[GitHub] zookeeper issue #605: [ZOOKEEPER-3125] Fixing pzxid consistent issue when re...
Github user lvfangmin commented on the issue: https://github.com/apache/zookeeper/pull/605 That seems reasonable to me, I'll provide a separate PR for improving the connection loss thing in ZOOKEEPER-3157. ---
[GitHub] zookeeper issue #605: [ZOOKEEPER-3125] Fixing pzxid consistent issue when re...
Github user anmolnar commented on the issue: https://github.com/apache/zookeeper/pull/605 +1 for @hanm 's concern. Auto-retrying tests wouldn't be good here. ---
[GitHub] zookeeper issue #605: [ZOOKEEPER-3125] Fixing pzxid consistent issue when re...
Github user hanm commented on the issue: https://github.com/apache/zookeeper/pull/605 >> since it's actually 'hiding' the flaky tests This is my main concern. If we do this to all test cases, it's very likely there will be no follow ups or investigations on the flaky tests ever (it's just like a "TODO" in code that will never be done). Keep these flaky tests visible will remind us there are issues and keep a high bar for overall quality, as we've seen previously lots of flaky tests were caused by actual bugs. So I am leaning towards not introducing `junit.RetryRule` to the tests, at least, not to all tests (there might be exception case. for example, if there is a test we don't know how to fix, and community think it's fine to silent it after evaluating the impact of the test). ---
[GitHub] zookeeper issue #605: [ZOOKEEPER-3125] Fixing pzxid consistent issue when re...

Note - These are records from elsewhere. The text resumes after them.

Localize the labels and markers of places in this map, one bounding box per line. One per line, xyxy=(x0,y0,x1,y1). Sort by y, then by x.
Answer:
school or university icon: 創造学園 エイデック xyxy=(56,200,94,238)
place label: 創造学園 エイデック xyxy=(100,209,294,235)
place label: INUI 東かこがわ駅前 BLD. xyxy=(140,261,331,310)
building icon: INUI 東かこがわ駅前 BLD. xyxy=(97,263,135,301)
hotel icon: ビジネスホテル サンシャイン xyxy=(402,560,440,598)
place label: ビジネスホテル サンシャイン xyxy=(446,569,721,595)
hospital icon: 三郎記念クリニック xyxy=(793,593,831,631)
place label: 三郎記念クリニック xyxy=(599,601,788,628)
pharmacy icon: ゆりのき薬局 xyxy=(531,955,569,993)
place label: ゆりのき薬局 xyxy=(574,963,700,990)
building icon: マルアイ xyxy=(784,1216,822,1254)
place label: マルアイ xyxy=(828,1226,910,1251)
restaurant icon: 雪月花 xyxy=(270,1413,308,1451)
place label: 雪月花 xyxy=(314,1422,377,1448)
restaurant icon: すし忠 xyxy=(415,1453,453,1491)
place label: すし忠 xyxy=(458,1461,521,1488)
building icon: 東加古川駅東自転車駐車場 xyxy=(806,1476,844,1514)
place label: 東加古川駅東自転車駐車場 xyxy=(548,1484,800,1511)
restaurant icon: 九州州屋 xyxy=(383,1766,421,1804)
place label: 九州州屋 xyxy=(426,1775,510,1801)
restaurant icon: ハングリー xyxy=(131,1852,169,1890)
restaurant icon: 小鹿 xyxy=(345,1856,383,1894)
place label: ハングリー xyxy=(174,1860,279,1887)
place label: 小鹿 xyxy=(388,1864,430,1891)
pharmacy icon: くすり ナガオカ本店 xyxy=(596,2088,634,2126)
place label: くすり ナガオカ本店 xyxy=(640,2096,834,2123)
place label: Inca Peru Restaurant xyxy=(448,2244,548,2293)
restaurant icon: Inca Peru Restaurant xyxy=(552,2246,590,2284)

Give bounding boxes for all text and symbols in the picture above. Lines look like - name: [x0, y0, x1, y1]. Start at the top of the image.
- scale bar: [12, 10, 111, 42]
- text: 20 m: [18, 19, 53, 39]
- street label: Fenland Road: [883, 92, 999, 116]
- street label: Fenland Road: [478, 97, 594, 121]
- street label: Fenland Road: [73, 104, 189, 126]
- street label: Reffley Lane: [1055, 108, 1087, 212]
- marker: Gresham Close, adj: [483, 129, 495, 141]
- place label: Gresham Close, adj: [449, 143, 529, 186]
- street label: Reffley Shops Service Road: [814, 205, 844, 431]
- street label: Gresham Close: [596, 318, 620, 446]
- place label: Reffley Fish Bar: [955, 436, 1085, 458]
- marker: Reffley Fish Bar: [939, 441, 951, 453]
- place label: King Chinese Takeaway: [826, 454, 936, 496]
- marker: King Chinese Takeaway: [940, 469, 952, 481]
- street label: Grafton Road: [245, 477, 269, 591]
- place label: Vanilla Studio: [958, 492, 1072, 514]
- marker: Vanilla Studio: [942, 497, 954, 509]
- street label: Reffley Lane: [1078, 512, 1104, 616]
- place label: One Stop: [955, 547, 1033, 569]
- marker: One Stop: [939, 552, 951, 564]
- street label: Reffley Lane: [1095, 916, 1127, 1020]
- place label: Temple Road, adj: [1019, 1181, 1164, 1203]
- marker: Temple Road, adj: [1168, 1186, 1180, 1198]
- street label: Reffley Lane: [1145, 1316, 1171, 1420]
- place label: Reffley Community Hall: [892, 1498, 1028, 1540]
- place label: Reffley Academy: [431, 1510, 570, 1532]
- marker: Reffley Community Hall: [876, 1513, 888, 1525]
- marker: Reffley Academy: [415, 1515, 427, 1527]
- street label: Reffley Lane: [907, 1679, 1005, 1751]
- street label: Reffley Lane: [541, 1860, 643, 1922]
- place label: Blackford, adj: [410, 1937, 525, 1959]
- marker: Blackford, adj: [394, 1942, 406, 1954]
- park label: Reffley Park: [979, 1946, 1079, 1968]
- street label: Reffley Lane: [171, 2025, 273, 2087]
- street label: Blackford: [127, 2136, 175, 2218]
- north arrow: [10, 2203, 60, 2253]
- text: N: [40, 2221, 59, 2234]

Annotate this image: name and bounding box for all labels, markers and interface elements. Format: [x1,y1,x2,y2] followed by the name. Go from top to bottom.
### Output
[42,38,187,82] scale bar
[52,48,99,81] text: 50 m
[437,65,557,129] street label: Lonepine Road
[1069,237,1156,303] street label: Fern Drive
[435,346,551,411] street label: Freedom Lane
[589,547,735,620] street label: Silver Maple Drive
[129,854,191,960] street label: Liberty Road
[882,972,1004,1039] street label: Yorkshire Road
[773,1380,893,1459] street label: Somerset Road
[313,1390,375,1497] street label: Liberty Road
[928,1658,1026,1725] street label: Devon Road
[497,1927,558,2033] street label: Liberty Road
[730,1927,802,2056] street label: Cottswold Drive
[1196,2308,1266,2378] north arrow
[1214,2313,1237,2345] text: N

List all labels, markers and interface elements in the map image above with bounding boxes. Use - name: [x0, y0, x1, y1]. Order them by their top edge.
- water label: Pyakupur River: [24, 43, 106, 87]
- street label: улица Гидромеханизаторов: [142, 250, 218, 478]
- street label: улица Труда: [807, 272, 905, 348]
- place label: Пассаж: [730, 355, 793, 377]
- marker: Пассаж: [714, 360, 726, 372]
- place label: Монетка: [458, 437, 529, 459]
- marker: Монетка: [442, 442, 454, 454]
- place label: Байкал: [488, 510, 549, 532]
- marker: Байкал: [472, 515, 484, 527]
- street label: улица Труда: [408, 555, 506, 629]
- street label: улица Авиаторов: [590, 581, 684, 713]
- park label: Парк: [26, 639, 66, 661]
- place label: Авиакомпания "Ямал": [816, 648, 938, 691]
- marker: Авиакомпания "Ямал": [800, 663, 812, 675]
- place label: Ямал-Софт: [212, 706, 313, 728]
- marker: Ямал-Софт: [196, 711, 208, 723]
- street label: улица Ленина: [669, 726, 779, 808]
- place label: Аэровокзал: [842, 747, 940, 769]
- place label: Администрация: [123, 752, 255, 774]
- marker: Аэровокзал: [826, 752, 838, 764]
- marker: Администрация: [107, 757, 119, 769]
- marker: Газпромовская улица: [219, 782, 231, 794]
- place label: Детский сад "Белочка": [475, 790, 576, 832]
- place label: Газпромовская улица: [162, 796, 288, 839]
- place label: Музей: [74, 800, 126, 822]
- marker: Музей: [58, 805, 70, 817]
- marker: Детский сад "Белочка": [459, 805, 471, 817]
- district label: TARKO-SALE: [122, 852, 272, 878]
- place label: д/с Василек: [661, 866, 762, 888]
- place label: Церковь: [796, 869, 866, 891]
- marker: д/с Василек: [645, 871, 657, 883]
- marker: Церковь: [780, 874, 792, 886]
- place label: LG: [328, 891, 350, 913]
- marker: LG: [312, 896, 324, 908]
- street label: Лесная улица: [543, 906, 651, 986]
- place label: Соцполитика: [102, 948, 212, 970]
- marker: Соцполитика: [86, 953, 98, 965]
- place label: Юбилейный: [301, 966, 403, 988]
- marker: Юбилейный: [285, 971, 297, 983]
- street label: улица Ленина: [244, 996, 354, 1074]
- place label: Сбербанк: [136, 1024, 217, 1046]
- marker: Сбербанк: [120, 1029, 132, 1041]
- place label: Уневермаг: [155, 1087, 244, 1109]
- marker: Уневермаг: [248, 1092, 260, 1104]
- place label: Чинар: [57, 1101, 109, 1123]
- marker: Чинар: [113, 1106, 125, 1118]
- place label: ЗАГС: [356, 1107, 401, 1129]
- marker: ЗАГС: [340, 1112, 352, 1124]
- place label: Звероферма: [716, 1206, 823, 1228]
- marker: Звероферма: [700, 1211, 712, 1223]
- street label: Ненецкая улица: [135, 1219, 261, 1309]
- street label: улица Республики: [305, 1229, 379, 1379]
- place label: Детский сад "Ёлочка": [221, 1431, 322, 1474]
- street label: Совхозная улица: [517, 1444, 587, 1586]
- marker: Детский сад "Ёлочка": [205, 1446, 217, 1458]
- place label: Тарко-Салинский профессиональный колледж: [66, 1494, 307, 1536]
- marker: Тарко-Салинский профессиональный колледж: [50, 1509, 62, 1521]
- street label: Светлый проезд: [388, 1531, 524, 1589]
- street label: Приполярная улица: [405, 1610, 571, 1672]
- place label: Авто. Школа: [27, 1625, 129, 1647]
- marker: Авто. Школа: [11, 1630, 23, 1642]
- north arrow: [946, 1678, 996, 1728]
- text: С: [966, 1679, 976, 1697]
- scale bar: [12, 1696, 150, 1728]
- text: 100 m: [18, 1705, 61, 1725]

Github user lvfangmin commented on the issue: https://github.com/apache/zookeeper/pull/605 @anmolnar thanks for the context, I'll provide a separate patch for 3.5 as well. Also I created a JIRA to improve the test: ZOOKEEPER-3157. As I mentioned in that JIRA, internally, we 'fixed' flaky test by adding junit.RetryRule in ZKTestCase, which is the base class for most of the tests. I'm not sure this is the right way to go, since it's actually 'hiding' the flaky tests, but this will help reducing the flaky tests a lot if we're not going to tackle it in short-term. And we can check the testing history to find out which tests are flaky and deal with them separately. So let me know if this is useful in short term, if it is I'll provide a patch to do that. ---
[GitHub] zookeeper issue #605: [ZOOKEEPER-3125] Fixing pzxid consistent issue when re...
Github user anmolnar commented on the issue: https://github.com/apache/zookeeper/pull/605 Ooops, sorry @hanm , you're a little bit late, this one is already committed. Would you or @lvfangmin mind creating a separate Jira for the flaky test fix? ---
[GitHub] zookeeper issue #605: [ZOOKEEPER-3125] Fixing pzxid consistent issue when re...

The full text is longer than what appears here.